:: YOUR ASSIGNMENT ::
Take the listing below and print exactly the lines starting at the line containing "M 18,268 L 21,272 L 21,297 L 16,300 L 1,281 Z" and ending at the line containing "M 750,1199 L", both ends included, and no others.

:: DATA FOR THIS EXERCISE ::
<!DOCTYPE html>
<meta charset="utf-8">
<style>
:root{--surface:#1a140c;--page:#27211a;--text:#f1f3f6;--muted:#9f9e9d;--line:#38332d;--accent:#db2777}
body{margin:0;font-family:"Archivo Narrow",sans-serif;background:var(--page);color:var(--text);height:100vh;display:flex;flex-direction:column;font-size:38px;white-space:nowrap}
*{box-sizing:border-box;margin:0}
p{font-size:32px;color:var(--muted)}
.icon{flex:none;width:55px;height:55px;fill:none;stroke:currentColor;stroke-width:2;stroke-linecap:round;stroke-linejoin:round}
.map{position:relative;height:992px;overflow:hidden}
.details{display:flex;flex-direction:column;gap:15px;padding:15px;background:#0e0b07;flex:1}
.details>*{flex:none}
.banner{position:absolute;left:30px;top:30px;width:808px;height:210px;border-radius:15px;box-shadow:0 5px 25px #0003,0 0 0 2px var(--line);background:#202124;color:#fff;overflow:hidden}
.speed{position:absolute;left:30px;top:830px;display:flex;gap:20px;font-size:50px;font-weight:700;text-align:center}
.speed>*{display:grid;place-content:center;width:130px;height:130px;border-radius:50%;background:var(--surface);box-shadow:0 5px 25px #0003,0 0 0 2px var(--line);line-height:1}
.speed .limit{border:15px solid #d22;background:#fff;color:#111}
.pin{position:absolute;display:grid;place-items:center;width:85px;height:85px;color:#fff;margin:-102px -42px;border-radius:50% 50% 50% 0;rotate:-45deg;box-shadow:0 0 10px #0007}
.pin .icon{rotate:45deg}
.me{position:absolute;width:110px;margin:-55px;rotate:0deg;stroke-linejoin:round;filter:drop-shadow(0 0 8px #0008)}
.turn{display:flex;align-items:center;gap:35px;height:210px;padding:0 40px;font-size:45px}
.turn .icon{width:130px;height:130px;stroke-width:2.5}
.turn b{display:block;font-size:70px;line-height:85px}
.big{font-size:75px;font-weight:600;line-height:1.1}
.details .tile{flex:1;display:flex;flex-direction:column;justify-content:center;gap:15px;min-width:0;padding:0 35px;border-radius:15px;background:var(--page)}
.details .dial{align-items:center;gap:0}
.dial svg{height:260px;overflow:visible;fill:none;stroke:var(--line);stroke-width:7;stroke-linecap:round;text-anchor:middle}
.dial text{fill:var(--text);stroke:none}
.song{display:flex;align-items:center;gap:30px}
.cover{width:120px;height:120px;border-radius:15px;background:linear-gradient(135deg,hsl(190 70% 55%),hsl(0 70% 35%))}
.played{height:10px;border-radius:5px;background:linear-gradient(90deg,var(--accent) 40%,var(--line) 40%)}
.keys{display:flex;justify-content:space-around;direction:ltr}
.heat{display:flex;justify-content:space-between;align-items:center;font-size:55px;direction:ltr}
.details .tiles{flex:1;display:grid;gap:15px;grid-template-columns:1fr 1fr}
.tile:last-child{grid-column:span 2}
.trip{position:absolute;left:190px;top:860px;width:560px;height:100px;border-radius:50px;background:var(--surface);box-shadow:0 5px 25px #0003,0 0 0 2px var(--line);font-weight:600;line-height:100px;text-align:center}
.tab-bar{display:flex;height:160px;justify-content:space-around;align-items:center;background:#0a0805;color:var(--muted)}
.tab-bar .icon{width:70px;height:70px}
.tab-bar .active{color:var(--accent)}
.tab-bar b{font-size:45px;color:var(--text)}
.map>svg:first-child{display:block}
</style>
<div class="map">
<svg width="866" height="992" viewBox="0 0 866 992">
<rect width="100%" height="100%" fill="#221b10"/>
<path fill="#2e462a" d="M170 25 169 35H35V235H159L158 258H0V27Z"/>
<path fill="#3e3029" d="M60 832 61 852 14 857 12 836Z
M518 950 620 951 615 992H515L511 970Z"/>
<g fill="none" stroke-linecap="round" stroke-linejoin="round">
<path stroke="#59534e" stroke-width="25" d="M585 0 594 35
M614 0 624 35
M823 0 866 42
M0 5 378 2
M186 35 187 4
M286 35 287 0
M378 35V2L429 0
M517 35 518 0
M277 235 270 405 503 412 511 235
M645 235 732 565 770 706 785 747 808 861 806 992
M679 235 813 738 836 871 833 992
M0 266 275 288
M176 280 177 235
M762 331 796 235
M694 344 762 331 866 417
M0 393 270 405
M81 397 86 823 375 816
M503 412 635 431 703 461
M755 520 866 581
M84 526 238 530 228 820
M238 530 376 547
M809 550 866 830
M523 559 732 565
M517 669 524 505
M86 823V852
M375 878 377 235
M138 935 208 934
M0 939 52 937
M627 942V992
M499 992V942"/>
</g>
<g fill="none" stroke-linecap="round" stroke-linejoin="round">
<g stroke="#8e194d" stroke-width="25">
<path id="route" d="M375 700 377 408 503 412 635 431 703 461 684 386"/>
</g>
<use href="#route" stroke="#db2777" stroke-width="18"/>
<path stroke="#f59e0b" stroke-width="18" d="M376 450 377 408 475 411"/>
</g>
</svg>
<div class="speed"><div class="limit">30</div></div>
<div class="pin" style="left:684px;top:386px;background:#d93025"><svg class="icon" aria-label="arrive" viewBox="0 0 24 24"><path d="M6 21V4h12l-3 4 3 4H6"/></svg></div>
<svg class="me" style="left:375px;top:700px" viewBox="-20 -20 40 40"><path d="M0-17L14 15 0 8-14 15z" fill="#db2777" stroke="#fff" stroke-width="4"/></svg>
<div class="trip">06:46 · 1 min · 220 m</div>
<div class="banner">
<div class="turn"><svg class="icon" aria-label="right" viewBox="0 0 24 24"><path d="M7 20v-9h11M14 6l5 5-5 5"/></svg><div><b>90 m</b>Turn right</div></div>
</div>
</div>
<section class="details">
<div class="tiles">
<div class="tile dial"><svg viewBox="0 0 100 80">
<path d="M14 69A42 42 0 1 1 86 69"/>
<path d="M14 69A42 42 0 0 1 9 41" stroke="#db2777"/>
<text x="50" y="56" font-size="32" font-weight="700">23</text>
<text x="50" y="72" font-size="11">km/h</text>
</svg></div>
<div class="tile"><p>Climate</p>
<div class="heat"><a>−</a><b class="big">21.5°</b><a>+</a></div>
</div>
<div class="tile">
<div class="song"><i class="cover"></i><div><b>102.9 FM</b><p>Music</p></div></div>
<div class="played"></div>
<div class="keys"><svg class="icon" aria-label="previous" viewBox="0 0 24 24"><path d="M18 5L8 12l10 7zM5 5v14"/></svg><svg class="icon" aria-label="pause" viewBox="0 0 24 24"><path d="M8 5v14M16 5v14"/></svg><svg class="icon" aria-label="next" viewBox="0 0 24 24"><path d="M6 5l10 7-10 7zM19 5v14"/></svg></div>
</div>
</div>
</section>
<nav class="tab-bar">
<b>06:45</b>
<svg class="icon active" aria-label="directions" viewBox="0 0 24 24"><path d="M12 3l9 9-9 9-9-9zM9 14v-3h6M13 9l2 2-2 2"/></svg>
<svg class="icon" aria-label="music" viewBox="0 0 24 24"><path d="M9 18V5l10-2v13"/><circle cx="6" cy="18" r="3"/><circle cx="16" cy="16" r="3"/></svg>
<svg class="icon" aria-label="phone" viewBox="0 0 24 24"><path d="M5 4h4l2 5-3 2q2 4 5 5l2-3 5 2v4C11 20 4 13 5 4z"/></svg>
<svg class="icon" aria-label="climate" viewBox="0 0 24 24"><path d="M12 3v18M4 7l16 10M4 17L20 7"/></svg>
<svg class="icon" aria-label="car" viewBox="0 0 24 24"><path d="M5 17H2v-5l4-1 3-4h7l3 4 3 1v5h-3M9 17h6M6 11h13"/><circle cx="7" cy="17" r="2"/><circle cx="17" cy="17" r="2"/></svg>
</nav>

* * *

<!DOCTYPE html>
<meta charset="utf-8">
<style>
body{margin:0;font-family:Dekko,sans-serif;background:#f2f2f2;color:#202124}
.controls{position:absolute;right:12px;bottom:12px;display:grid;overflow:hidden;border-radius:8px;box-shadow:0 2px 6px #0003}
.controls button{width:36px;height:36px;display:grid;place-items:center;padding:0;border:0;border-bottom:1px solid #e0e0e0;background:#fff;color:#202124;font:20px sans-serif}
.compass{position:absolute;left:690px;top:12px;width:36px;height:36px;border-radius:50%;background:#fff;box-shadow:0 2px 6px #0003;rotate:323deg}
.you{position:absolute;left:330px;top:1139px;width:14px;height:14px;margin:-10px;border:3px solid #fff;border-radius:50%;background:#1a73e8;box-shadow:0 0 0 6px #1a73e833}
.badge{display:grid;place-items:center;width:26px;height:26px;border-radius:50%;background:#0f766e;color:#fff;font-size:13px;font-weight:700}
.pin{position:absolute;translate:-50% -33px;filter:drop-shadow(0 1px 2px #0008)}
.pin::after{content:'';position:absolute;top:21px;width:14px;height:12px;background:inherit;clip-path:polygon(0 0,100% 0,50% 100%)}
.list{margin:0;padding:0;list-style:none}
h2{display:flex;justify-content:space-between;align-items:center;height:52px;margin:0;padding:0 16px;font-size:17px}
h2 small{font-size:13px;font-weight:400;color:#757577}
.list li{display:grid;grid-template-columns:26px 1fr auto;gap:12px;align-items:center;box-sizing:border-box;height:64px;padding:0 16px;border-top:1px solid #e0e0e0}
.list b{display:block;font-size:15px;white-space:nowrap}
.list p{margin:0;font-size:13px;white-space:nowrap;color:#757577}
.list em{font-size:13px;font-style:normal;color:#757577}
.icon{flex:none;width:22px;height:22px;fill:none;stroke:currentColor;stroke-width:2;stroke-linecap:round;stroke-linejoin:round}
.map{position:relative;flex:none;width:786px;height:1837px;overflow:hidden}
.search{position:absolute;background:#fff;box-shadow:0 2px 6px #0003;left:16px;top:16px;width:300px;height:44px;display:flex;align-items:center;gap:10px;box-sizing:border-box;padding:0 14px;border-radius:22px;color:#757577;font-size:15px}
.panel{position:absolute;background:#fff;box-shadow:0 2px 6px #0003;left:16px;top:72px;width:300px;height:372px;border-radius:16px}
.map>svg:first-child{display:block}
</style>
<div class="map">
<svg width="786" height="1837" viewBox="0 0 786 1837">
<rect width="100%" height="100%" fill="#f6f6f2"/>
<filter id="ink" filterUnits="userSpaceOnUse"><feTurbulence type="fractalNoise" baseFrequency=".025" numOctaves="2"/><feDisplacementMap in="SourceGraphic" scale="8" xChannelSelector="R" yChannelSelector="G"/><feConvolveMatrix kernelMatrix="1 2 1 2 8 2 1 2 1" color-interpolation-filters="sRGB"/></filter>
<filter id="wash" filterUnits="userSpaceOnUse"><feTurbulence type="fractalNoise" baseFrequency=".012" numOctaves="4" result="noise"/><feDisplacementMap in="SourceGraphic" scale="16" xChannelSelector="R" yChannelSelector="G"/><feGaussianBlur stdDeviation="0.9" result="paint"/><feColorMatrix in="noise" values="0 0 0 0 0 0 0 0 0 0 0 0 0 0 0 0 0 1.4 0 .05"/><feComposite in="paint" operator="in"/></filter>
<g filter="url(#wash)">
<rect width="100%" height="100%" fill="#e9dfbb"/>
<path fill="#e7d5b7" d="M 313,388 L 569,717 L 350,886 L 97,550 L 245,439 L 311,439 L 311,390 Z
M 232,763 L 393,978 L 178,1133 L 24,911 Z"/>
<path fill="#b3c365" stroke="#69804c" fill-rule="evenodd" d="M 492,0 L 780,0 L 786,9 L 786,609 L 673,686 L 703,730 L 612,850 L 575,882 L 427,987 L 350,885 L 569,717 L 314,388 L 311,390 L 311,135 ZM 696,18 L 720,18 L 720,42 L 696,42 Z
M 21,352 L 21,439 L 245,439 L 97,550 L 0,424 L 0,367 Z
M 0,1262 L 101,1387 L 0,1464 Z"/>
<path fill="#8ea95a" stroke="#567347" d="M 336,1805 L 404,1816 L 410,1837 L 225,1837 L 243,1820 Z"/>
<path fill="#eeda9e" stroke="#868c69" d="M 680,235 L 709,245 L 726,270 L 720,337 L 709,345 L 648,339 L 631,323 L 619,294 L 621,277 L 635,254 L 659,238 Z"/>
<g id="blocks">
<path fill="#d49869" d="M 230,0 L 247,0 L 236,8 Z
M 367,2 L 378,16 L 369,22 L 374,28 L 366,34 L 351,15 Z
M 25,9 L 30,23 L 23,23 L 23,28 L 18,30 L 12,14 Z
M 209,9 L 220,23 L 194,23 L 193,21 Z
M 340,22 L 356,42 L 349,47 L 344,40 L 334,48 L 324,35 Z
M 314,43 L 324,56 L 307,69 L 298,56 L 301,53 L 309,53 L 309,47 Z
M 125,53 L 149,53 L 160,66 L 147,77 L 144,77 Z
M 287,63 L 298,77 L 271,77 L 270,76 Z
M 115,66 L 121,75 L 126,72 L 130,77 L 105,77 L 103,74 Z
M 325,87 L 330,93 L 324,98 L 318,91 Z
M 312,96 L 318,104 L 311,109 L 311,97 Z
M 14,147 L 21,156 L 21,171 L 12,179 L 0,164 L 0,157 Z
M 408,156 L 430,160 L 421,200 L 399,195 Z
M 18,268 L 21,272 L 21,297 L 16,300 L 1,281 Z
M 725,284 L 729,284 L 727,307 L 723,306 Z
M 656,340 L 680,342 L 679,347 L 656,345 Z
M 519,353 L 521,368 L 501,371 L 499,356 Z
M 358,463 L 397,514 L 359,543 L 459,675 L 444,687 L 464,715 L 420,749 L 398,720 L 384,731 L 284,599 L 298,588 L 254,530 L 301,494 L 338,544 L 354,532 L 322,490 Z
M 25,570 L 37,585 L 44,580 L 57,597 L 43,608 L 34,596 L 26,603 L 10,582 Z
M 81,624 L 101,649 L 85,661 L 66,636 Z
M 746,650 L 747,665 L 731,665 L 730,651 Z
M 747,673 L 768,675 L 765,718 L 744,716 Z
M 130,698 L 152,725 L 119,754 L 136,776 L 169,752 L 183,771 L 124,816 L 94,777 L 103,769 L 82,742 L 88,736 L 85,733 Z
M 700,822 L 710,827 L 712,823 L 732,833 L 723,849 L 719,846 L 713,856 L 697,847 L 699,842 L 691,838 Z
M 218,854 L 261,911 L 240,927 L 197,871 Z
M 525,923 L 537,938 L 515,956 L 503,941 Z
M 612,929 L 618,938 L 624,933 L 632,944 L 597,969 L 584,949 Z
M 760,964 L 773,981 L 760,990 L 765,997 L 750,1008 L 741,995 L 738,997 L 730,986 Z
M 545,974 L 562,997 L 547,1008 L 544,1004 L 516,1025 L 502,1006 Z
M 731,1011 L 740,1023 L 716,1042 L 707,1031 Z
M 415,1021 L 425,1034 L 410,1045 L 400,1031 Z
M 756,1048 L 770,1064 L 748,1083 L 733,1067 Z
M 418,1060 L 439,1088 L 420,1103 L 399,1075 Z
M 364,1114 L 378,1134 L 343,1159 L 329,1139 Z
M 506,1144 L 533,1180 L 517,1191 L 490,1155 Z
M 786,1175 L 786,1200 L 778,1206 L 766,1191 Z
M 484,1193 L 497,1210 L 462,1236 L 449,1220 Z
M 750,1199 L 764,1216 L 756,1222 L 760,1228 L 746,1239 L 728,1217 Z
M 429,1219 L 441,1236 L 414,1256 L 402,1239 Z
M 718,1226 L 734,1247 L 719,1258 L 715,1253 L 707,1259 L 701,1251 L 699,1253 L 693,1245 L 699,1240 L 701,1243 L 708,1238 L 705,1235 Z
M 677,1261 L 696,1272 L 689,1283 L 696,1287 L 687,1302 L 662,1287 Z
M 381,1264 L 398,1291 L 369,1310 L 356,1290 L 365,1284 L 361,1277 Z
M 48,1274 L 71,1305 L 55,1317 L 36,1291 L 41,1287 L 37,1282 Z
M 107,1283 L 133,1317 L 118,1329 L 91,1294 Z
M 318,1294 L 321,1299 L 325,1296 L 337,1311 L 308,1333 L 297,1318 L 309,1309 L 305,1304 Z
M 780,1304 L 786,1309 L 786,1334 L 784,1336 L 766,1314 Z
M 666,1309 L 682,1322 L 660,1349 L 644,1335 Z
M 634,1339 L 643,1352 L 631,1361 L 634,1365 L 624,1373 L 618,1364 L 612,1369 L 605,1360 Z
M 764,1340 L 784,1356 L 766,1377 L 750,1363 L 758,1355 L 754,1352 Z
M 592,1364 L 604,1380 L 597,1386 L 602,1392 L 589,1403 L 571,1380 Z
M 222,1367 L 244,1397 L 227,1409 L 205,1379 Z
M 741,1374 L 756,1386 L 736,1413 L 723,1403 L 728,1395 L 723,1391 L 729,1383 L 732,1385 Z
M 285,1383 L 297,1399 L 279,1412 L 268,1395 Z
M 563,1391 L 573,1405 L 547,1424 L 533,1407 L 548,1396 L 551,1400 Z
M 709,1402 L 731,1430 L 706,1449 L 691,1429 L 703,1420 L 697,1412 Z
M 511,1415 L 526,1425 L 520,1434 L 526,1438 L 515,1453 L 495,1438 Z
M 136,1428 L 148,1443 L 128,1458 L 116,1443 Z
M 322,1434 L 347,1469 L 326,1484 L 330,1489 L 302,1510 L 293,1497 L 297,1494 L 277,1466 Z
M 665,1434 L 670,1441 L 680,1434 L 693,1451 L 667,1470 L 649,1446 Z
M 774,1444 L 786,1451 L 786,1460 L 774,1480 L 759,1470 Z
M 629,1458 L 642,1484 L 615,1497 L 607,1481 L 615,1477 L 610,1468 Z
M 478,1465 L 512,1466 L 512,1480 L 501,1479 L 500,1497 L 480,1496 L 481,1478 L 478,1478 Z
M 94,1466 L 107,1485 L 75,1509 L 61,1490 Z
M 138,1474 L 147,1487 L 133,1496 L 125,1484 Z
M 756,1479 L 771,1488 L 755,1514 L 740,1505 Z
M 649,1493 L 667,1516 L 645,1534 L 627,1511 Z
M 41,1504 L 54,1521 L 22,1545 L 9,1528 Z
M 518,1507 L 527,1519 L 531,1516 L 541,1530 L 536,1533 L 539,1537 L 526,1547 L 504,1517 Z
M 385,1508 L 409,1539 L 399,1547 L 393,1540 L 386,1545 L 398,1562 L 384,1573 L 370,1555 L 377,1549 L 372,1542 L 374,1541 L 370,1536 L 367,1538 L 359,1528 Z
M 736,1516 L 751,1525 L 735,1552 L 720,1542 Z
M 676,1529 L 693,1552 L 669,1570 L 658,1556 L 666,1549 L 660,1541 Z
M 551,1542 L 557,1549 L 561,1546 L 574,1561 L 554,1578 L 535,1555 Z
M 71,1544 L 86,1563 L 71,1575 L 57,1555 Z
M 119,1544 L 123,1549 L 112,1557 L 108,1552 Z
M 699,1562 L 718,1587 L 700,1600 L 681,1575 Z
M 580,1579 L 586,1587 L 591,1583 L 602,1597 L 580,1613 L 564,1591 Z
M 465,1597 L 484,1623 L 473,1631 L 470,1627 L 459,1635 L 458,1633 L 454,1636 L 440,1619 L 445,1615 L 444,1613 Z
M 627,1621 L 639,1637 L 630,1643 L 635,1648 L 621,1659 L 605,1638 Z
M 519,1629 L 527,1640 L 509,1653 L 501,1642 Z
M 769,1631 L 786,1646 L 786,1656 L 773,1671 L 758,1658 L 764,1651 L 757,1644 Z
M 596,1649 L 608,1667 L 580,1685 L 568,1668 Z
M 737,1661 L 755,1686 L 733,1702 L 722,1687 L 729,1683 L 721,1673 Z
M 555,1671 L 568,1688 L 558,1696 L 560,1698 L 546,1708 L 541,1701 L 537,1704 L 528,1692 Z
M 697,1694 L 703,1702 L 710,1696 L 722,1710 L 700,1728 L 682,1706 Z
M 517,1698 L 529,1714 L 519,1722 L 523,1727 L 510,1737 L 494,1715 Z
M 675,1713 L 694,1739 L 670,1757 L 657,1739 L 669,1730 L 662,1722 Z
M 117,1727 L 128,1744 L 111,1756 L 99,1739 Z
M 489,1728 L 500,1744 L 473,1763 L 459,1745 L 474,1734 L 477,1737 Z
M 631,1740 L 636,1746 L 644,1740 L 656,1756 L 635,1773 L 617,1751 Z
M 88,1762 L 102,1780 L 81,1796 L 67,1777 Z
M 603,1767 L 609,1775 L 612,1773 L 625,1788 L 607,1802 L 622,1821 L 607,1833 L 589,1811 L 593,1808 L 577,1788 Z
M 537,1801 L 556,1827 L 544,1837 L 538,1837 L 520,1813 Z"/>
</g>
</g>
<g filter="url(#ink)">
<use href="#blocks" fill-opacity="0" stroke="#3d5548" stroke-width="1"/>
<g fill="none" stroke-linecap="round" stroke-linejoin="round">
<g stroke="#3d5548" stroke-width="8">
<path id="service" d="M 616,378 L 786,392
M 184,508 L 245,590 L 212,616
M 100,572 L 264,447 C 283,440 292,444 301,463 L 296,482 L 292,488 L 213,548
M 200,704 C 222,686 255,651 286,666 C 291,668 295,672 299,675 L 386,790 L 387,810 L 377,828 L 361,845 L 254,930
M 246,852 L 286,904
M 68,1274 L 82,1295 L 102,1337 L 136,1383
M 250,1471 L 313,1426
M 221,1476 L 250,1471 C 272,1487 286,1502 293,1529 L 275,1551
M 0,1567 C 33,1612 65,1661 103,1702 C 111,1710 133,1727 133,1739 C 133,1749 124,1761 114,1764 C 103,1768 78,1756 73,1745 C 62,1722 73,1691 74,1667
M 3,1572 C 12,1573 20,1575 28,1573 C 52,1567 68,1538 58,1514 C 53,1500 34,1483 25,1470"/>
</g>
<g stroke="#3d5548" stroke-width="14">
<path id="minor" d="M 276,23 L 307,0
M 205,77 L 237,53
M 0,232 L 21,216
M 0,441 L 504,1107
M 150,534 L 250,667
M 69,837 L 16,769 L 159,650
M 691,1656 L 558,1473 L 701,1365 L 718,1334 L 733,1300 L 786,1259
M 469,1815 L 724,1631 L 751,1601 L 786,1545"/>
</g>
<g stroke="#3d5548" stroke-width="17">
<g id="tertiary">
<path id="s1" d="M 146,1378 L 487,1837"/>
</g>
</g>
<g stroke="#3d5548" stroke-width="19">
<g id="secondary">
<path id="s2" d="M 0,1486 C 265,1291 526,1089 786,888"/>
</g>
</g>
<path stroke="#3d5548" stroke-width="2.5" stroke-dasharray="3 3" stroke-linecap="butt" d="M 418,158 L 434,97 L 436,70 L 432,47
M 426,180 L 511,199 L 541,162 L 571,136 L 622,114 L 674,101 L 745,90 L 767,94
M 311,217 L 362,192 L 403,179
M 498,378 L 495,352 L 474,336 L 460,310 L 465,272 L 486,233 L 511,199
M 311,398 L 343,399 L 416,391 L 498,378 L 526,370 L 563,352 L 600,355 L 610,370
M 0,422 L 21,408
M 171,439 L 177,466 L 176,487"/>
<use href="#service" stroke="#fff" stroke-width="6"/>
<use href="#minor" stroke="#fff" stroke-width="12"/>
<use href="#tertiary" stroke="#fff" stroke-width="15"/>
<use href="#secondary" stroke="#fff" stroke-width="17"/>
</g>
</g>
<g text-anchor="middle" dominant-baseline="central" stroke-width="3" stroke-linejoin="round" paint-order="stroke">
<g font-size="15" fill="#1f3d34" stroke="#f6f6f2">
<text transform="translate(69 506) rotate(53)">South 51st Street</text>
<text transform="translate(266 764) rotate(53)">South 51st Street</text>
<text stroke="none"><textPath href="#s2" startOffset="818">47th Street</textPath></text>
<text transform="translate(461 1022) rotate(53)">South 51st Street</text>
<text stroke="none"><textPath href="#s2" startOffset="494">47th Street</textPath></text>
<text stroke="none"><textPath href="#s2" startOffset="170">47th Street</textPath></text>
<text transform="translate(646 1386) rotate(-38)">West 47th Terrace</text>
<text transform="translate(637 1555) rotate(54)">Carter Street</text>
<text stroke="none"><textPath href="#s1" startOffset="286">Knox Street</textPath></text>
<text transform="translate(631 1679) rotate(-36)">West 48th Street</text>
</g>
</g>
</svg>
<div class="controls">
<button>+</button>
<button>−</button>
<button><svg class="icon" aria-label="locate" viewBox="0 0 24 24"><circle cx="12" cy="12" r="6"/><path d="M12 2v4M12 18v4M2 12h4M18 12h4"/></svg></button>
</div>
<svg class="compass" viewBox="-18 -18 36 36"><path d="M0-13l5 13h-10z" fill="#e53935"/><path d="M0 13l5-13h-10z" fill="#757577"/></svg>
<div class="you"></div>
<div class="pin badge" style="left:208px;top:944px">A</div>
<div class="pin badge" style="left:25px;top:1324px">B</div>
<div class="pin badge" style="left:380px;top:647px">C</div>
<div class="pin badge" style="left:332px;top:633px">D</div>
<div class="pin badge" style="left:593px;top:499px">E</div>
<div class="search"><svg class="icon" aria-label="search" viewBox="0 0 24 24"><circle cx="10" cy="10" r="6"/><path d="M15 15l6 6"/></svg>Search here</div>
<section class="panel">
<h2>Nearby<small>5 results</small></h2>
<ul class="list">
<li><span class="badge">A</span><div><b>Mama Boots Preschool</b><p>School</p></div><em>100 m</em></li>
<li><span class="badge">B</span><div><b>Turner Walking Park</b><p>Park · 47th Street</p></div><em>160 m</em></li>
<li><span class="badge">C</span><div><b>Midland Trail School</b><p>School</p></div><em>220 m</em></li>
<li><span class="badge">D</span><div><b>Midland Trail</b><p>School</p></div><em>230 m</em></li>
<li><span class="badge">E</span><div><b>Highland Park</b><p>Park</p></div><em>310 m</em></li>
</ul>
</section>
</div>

:: ANSWER SPACE ::
M 18,268 L 21,272 L 21,297 L 16,300 L 1,281 Z
M 725,284 L 729,284 L 727,307 L 723,306 Z
M 656,340 L 680,342 L 679,347 L 656,345 Z
M 519,353 L 521,368 L 501,371 L 499,356 Z
M 358,463 L 397,514 L 359,543 L 459,675 L 444,687 L 464,715 L 420,749 L 398,720 L 384,731 L 284,599 L 298,588 L 254,530 L 301,494 L 338,544 L 354,532 L 322,490 Z
M 25,570 L 37,585 L 44,580 L 57,597 L 43,608 L 34,596 L 26,603 L 10,582 Z
M 81,624 L 101,649 L 85,661 L 66,636 Z
M 746,650 L 747,665 L 731,665 L 730,651 Z
M 747,673 L 768,675 L 765,718 L 744,716 Z
M 130,698 L 152,725 L 119,754 L 136,776 L 169,752 L 183,771 L 124,816 L 94,777 L 103,769 L 82,742 L 88,736 L 85,733 Z
M 700,822 L 710,827 L 712,823 L 732,833 L 723,849 L 719,846 L 713,856 L 697,847 L 699,842 L 691,838 Z
M 218,854 L 261,911 L 240,927 L 197,871 Z
M 525,923 L 537,938 L 515,956 L 503,941 Z
M 612,929 L 618,938 L 624,933 L 632,944 L 597,969 L 584,949 Z
M 760,964 L 773,981 L 760,990 L 765,997 L 750,1008 L 741,995 L 738,997 L 730,986 Z
M 545,974 L 562,997 L 547,1008 L 544,1004 L 516,1025 L 502,1006 Z
M 731,1011 L 740,1023 L 716,1042 L 707,1031 Z
M 415,1021 L 425,1034 L 410,1045 L 400,1031 Z
M 756,1048 L 770,1064 L 748,1083 L 733,1067 Z
M 418,1060 L 439,1088 L 420,1103 L 399,1075 Z
M 364,1114 L 378,1134 L 343,1159 L 329,1139 Z
M 506,1144 L 533,1180 L 517,1191 L 490,1155 Z
M 786,1175 L 786,1200 L 778,1206 L 766,1191 Z
M 484,1193 L 497,1210 L 462,1236 L 449,1220 Z
M 750,1199 L 764,1216 L 756,1222 L 760,1228 L 746,1239 L 728,1217 Z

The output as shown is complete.